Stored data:
⟨
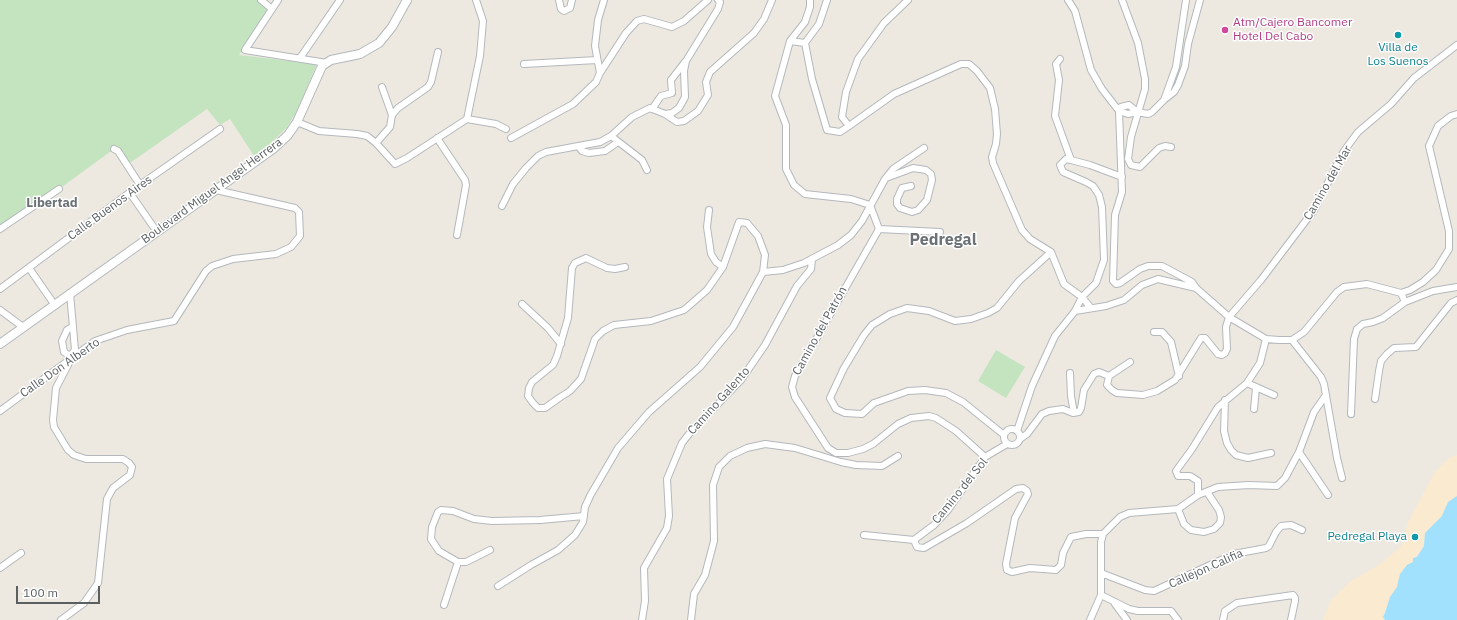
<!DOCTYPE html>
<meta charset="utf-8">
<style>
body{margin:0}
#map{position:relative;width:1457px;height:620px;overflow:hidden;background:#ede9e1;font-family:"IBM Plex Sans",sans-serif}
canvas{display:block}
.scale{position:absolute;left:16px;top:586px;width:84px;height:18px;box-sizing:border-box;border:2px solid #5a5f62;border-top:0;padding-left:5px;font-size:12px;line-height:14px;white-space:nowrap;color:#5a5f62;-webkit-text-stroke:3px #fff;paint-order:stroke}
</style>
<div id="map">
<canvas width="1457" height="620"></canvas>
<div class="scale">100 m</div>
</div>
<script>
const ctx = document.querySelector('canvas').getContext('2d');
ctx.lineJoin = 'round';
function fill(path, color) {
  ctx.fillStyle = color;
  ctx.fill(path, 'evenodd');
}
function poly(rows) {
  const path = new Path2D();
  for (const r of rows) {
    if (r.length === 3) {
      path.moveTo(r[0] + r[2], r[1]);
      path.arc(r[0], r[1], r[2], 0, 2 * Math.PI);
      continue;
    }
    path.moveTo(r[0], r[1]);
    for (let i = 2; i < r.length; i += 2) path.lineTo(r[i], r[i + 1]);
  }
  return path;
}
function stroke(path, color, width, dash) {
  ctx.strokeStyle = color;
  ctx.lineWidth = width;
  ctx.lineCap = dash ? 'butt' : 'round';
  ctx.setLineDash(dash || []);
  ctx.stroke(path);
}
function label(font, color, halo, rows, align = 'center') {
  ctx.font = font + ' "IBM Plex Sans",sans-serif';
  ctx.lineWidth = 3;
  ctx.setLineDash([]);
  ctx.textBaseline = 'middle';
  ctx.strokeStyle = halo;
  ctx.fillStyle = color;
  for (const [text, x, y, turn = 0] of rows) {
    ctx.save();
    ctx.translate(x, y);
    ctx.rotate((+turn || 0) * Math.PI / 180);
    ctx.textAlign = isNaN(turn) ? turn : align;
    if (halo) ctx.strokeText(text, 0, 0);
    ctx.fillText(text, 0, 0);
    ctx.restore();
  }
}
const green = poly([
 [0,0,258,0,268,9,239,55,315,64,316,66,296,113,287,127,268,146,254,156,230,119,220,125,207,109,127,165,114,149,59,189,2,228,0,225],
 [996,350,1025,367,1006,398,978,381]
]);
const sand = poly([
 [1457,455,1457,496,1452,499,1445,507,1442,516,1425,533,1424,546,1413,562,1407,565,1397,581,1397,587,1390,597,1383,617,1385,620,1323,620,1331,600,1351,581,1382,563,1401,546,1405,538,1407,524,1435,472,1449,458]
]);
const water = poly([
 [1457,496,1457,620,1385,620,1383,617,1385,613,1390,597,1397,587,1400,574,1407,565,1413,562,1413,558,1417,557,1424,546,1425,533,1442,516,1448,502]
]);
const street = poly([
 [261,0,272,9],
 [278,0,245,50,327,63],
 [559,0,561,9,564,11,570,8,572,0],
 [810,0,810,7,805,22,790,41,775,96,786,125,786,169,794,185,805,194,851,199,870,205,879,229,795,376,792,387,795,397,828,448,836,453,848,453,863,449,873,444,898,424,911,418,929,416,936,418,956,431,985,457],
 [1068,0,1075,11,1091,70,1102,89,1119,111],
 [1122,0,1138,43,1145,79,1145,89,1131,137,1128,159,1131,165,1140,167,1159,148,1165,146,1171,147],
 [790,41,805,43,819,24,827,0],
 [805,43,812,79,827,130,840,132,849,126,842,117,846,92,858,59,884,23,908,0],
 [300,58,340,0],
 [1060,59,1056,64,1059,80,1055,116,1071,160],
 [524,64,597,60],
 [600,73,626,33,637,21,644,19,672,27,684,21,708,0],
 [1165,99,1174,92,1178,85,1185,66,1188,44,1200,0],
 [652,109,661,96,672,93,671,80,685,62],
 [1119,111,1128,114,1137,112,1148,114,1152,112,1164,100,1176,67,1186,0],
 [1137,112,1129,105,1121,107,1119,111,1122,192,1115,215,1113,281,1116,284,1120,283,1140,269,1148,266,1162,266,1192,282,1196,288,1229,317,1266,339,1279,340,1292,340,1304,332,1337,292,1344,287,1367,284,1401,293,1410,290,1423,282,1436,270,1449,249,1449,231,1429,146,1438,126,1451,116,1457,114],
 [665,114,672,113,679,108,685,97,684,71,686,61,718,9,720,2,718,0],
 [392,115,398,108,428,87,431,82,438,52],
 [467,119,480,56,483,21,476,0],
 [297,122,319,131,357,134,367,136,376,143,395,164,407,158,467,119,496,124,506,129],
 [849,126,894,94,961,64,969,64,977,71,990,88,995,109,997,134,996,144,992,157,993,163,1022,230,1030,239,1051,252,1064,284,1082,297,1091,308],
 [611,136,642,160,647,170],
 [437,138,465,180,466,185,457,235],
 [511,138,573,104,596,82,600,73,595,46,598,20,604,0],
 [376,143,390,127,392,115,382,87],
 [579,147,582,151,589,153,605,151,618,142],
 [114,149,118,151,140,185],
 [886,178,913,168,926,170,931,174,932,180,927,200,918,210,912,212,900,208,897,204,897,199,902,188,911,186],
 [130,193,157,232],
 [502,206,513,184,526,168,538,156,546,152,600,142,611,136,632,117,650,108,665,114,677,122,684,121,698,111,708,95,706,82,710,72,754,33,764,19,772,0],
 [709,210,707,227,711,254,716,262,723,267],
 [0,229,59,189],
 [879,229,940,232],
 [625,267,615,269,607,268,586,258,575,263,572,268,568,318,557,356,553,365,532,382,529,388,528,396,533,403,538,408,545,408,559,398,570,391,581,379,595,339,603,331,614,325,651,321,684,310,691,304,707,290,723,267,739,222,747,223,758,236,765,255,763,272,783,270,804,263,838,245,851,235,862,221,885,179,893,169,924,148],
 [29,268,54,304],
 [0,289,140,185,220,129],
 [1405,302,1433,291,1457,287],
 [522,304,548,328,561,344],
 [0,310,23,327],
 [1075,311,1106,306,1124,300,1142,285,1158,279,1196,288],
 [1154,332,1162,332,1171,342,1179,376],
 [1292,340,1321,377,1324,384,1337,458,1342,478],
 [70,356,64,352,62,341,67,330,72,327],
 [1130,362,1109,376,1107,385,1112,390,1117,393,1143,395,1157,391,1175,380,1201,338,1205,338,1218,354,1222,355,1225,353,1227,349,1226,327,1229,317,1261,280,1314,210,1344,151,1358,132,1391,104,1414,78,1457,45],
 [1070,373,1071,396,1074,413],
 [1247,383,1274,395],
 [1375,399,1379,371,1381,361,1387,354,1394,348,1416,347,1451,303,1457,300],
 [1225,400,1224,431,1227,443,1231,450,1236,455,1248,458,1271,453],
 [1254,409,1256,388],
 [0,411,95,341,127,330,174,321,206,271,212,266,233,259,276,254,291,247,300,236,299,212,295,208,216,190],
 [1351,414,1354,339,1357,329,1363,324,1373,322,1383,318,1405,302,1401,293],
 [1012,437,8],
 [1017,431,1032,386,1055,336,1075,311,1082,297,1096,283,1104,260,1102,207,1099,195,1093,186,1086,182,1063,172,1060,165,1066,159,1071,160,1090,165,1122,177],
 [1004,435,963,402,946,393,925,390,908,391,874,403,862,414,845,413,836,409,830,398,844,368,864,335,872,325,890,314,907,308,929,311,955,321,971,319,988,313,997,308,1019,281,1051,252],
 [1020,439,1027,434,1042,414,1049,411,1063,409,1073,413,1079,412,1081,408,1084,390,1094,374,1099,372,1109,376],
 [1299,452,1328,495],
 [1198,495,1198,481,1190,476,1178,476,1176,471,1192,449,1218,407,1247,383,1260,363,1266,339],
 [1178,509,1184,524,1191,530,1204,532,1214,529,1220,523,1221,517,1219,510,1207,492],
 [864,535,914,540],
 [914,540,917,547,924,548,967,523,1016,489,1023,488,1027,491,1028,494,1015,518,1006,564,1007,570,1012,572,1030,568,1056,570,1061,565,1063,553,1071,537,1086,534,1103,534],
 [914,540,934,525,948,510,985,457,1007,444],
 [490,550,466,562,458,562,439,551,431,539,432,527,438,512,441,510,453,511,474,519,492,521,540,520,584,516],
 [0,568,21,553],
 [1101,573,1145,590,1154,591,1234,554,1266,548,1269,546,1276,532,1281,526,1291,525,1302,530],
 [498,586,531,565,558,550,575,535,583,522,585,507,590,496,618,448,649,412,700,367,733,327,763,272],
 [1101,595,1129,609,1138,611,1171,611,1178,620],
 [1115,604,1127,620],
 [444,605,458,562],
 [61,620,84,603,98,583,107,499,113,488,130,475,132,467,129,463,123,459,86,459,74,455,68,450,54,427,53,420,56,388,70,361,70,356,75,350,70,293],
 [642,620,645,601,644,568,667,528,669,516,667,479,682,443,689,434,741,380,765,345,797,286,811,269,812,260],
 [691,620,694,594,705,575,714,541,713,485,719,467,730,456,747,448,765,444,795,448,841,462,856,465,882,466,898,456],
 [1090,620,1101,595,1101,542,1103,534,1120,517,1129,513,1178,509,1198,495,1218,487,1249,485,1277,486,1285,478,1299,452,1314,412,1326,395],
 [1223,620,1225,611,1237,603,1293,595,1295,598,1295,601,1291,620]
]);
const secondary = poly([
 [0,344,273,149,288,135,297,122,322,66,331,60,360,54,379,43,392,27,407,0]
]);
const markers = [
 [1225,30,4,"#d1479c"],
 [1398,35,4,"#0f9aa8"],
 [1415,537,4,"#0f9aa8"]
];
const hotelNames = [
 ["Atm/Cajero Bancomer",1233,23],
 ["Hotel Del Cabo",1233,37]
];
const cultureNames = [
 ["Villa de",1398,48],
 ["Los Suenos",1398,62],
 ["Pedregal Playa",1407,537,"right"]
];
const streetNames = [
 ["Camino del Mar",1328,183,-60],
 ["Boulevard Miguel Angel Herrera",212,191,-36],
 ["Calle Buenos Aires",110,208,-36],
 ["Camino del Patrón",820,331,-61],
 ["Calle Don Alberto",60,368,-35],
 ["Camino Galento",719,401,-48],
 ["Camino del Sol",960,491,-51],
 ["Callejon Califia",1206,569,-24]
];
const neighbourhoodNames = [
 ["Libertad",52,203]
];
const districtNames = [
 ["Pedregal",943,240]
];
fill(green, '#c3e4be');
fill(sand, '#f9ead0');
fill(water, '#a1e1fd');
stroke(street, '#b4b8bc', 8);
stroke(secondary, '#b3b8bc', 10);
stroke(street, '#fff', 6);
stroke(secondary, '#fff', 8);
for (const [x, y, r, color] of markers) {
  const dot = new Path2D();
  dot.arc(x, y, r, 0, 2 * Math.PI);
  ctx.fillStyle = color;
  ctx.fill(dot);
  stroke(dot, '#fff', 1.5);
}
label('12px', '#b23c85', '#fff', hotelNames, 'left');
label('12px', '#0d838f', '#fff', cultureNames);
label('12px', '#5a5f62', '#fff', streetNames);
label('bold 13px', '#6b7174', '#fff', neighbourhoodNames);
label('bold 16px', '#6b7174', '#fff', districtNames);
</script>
⟩
| The problem |
For each line above that contains the word "setLineDash", make a copy.

| Written answer |
  ctx.setLineDash(dash || []);
  ctx.setLineDash([]);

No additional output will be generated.